(Entries supplied begins)
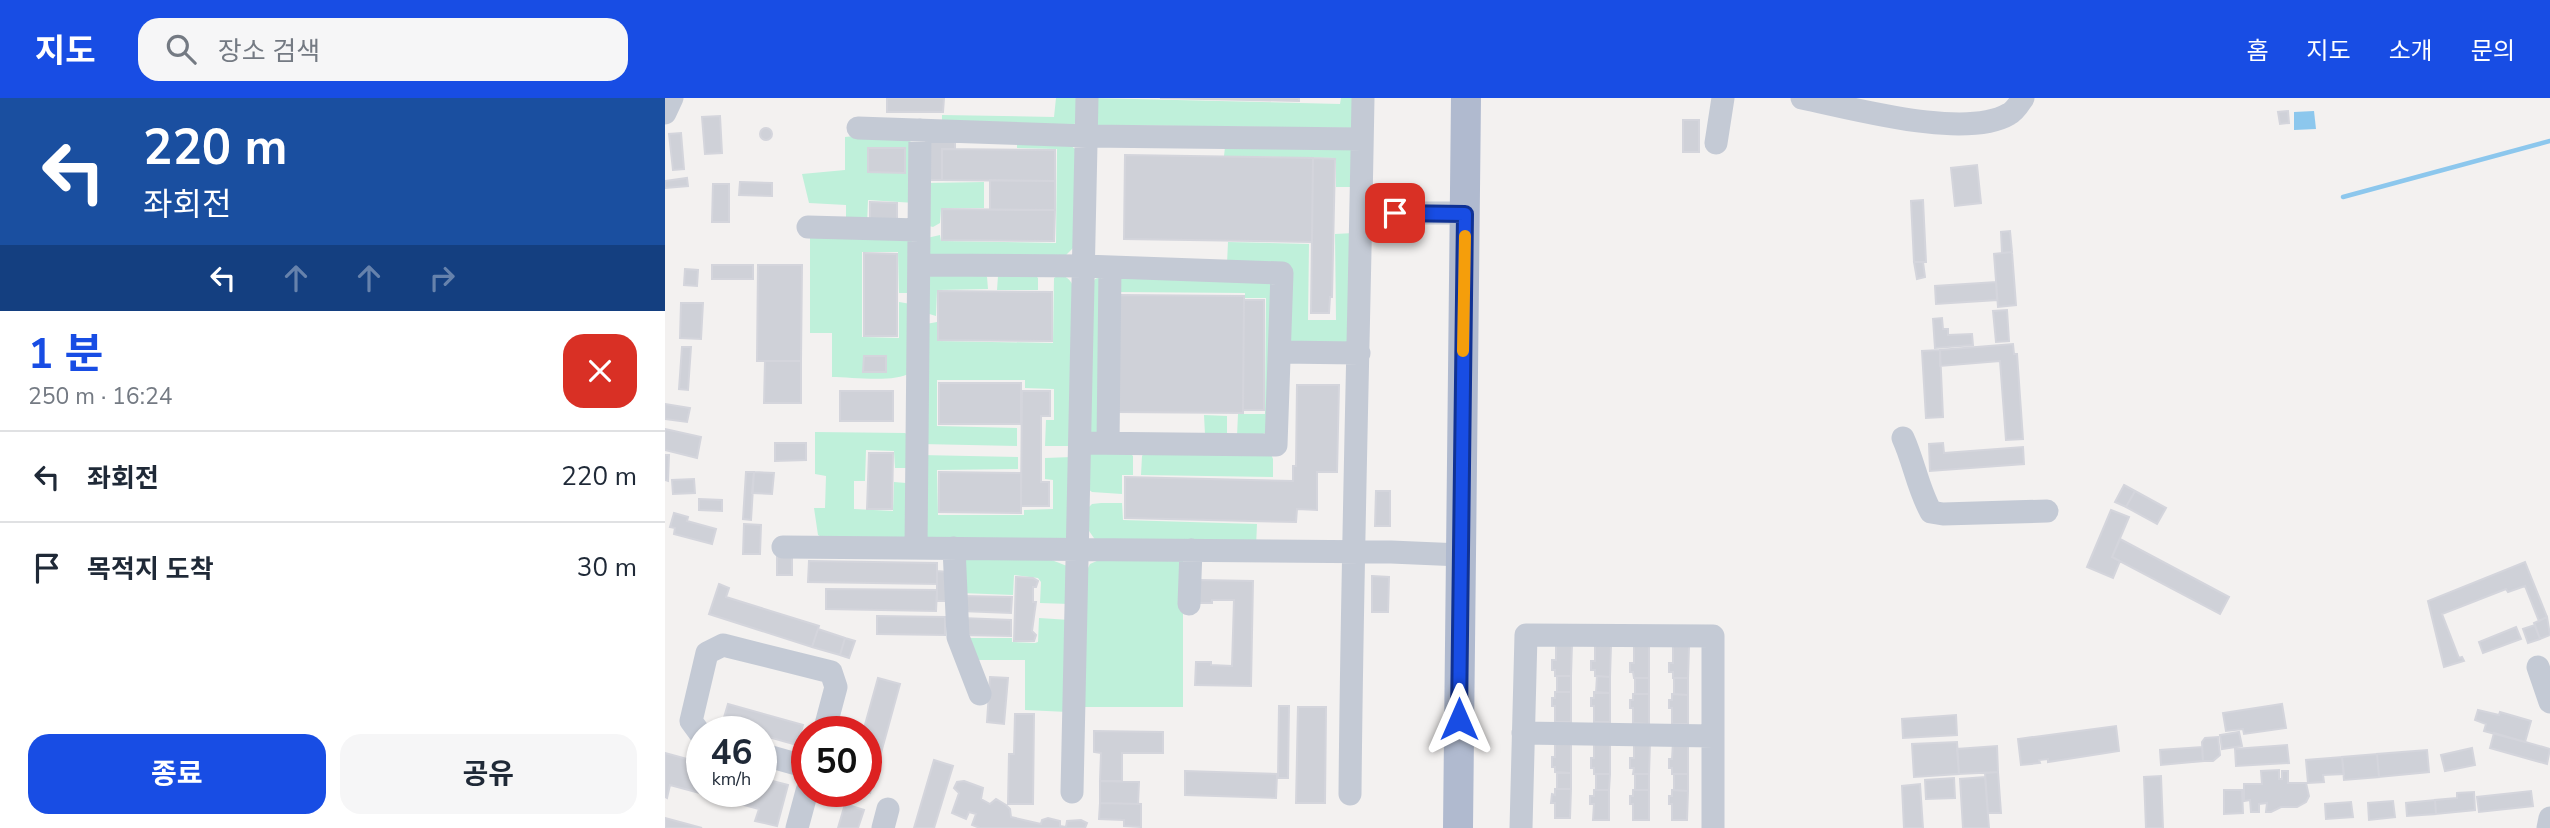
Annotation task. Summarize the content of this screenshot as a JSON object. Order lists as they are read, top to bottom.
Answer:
{
  "page": {
    "header": "지도",
    "search": "장소 검색",
    "nav": [
      "홈",
      "지도",
      "소개",
      "문의"
    ],
    "turn": ["220 m", "좌회전"],
    "heading": ["1 분", "250 m · 16:24"],
    "list": [
      {
        "name": "좌회전",
        "value": "220 m"
      },
      {
        "name": "목적지 도착",
        "value": "30 m"
      }
    ],
    "speed": "46 km/h",
    "limit": "50",
    "buttons": ["종료", "공유"]
  }
}
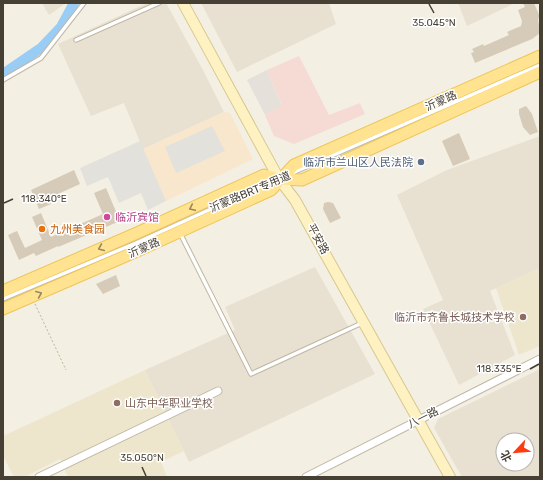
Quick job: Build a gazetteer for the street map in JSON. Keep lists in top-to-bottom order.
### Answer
{
  "streets": {
    "main road": ["沂蒙路", "平安路"],
    "street": ["八一路"],
    "lane": ["沂蒙路BRT专用道"]
  },
  "crossings": [
    ["沂蒙路", "沂蒙路BRT专用道"],
    ["沂蒙路", "平安路"],
    ["沂蒙路BRT专用道", "平安路"],
    ["平安路", "八一路"]
  ],
  "places": [
    "临沂市兰山区人民法院",
    "临沂宾馆",
    "九州美食园",
    "临沂市齐鲁长城技术学校",
    "山东中华职业学校"
  ],
  "north": "bottom left",
  "coordinates": [
    "35.045°N",
    "118.340°E",
    "118.335°E",
    "35.050°N"
  ]
}
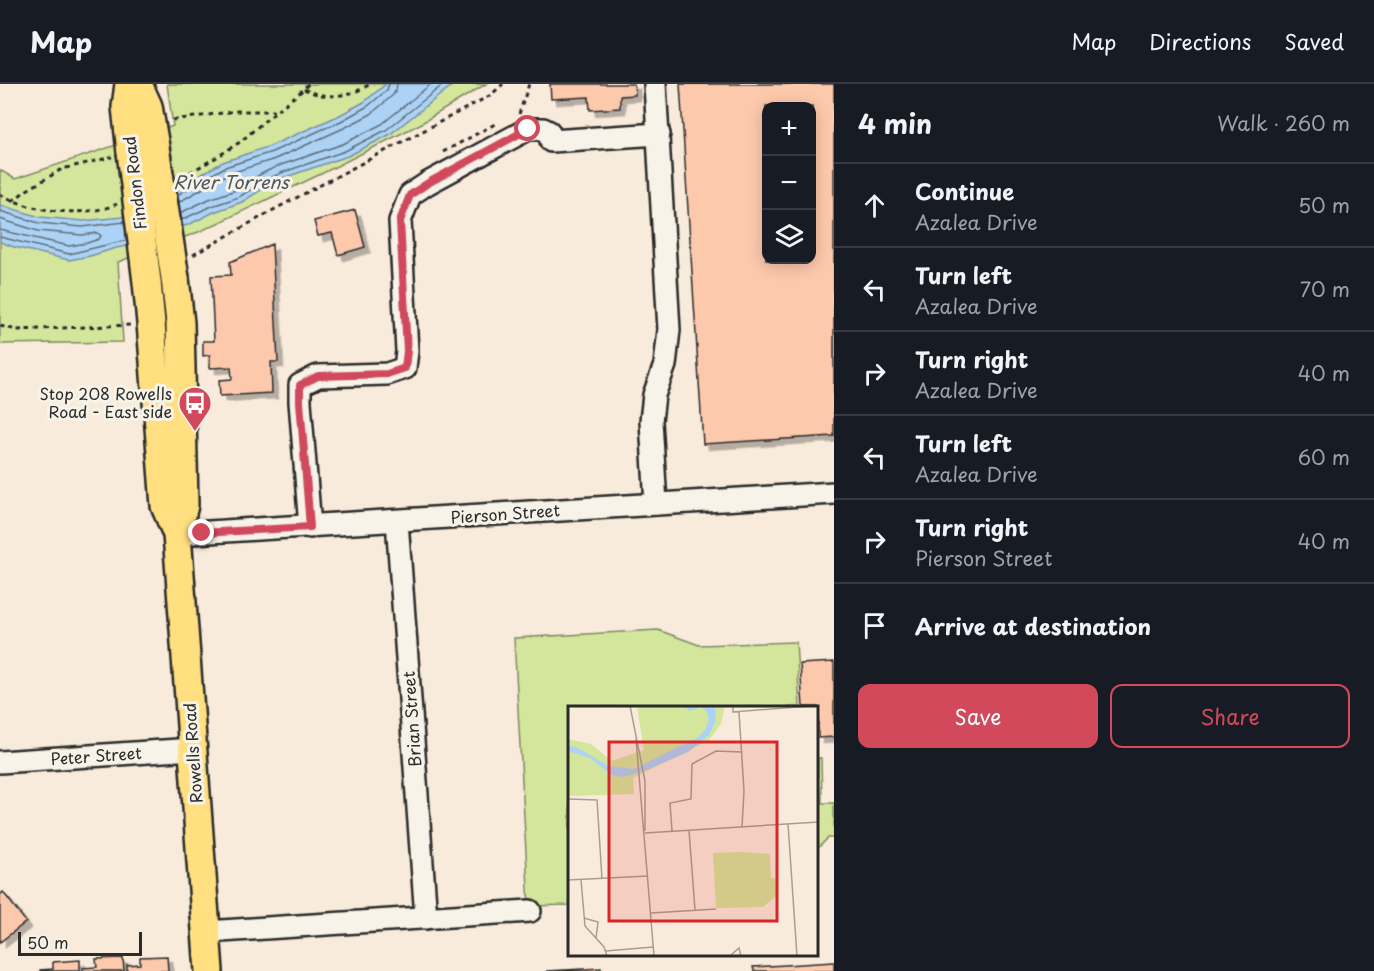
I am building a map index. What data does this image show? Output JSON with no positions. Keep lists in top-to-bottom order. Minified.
{"streets":{"main road":["Findon Road","Rowells Road"],"street":["Pierson Street","Brian Street","Peter Street"]},"crossings":[["Findon Road","Rowells Road"],["Pierson Street","Brian Street"],["Pierson Street","Rowells Road"],["Rowells Road","Peter Street"]],"water":["River Torrens"],"places":{"bus stop":["Stop 208 Rowells Road - East side"]},"scale_bar":"50 m","page":{"header":"Map","nav":["Map","Directions","Saved"],"heading":["4 min","Walk · 260 m"],"map_buttons":["+","−"],"list":[["Continue","Azalea Drive","50 m"],["Turn left","Azalea Drive","70 m"],["Turn right","Azalea Drive","40 m"],["Turn left","Azalea Drive","60 m"],["Turn right","Pierson Street","40 m"],"Arrive at destination"],"buttons":["Save","Share"],"scale":"50 m"}}
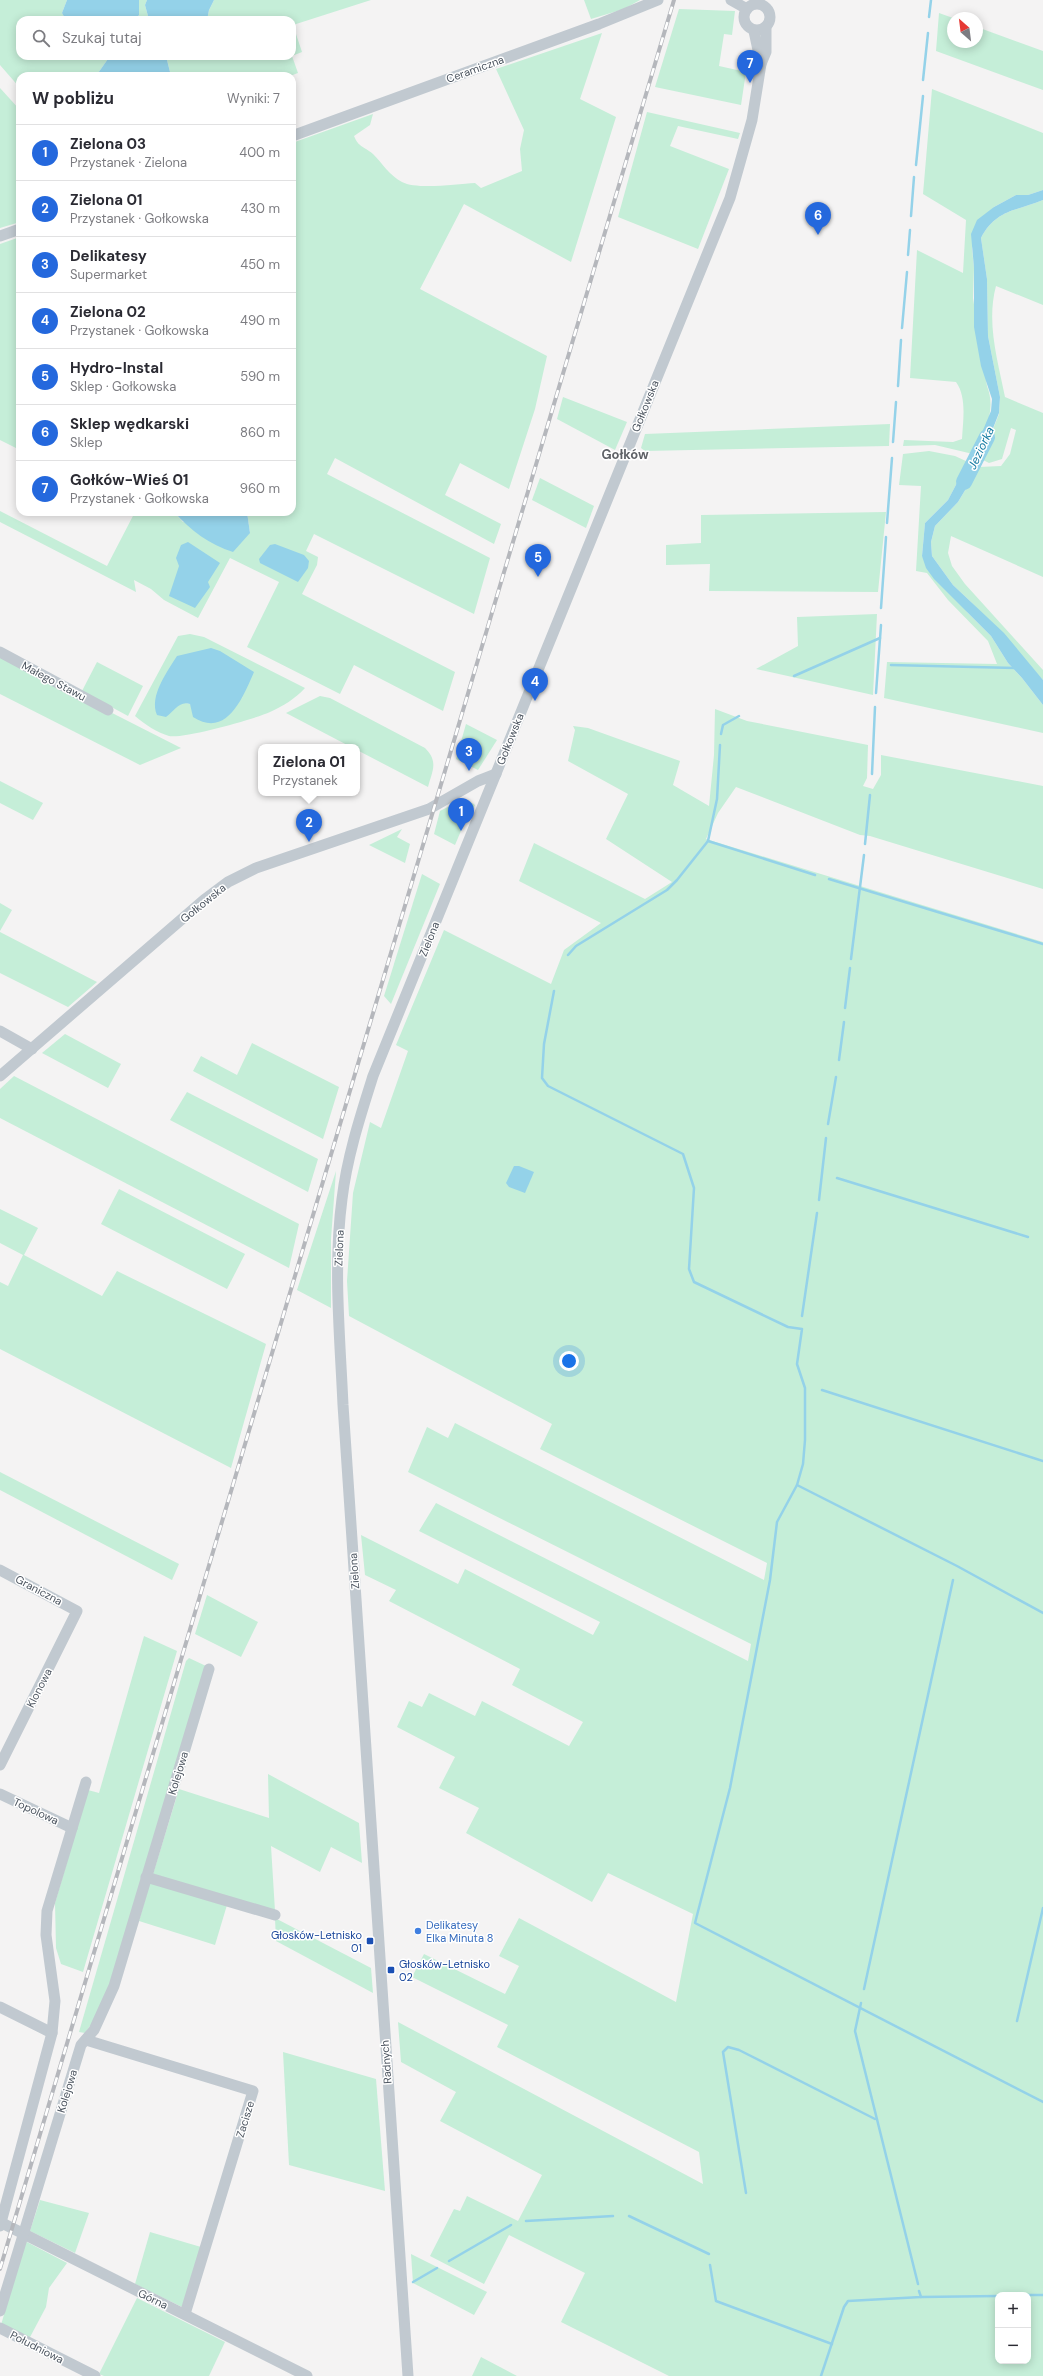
(Entries supplied ends)
→ Exercise
Repeat the records above exactly, leaving out the pictures.

→ Your response
Annotation task. Summarize the content of this screenshot as a JSON object. Order lists as they are read, top to bottom.
Answer:
{
  "page": {
    "header": "지도",
    "search": "장소 검색",
    "nav": [
      "홈",
      "지도",
      "소개",
      "문의"
    ],
    "turn": ["220 m", "좌회전"],
    "heading": ["1 분", "250 m · 16:24"],
    "list": [
      {
        "name": "좌회전",
        "value": "220 m"
      },
      {
        "name": "목적지 도착",
        "value": "30 m"
      }
    ],
    "speed": "46 km/h",
    "limit": "50",
    "buttons": ["종료", "공유"]
  }
}
Quick job: Build a gazetteer for the street map in JSON. Keep lists in top-to-bottom order.
### Answer
{
  "streets": {
    "main road": ["沂蒙路", "平安路"],
    "street": ["八一路"],
    "lane": ["沂蒙路BRT专用道"]
  },
  "crossings": [
    ["沂蒙路", "沂蒙路BRT专用道"],
    ["沂蒙路", "平安路"],
    ["沂蒙路BRT专用道", "平安路"],
    ["平安路", "八一路"]
  ],
  "places": [
    "临沂市兰山区人民法院",
    "临沂宾馆",
    "九州美食园",
    "临沂市齐鲁长城技术学校",
    "山东中华职业学校"
  ],
  "north": "bottom left",
  "coordinates": [
    "35.045°N",
    "118.340°E",
    "118.335°E",
    "35.050°N"
  ]
}
I am building a map index. What data does this image show? Output JSON with no positions. Keep lists in top-to-bottom order. Minified.
{"streets":{"main road":["Findon Road","Rowells Road"],"street":["Pierson Street","Brian Street","Peter Street"]},"crossings":[["Findon Road","Rowells Road"],["Pierson Street","Brian Street"],["Pierson Street","Rowells Road"],["Rowells Road","Peter Street"]],"water":["River Torrens"],"places":{"bus stop":["Stop 208 Rowells Road - East side"]},"scale_bar":"50 m","page":{"header":"Map","nav":["Map","Directions","Saved"],"heading":["4 min","Walk · 260 m"],"map_buttons":["+","−"],"list":[["Continue","Azalea Drive","50 m"],["Turn left","Azalea Drive","70 m"],["Turn right","Azalea Drive","40 m"],["Turn left","Azalea Drive","60 m"],["Turn right","Pierson Street","40 m"],"Arrive at destination"],"buttons":["Save","Share"],"scale":"50 m"}}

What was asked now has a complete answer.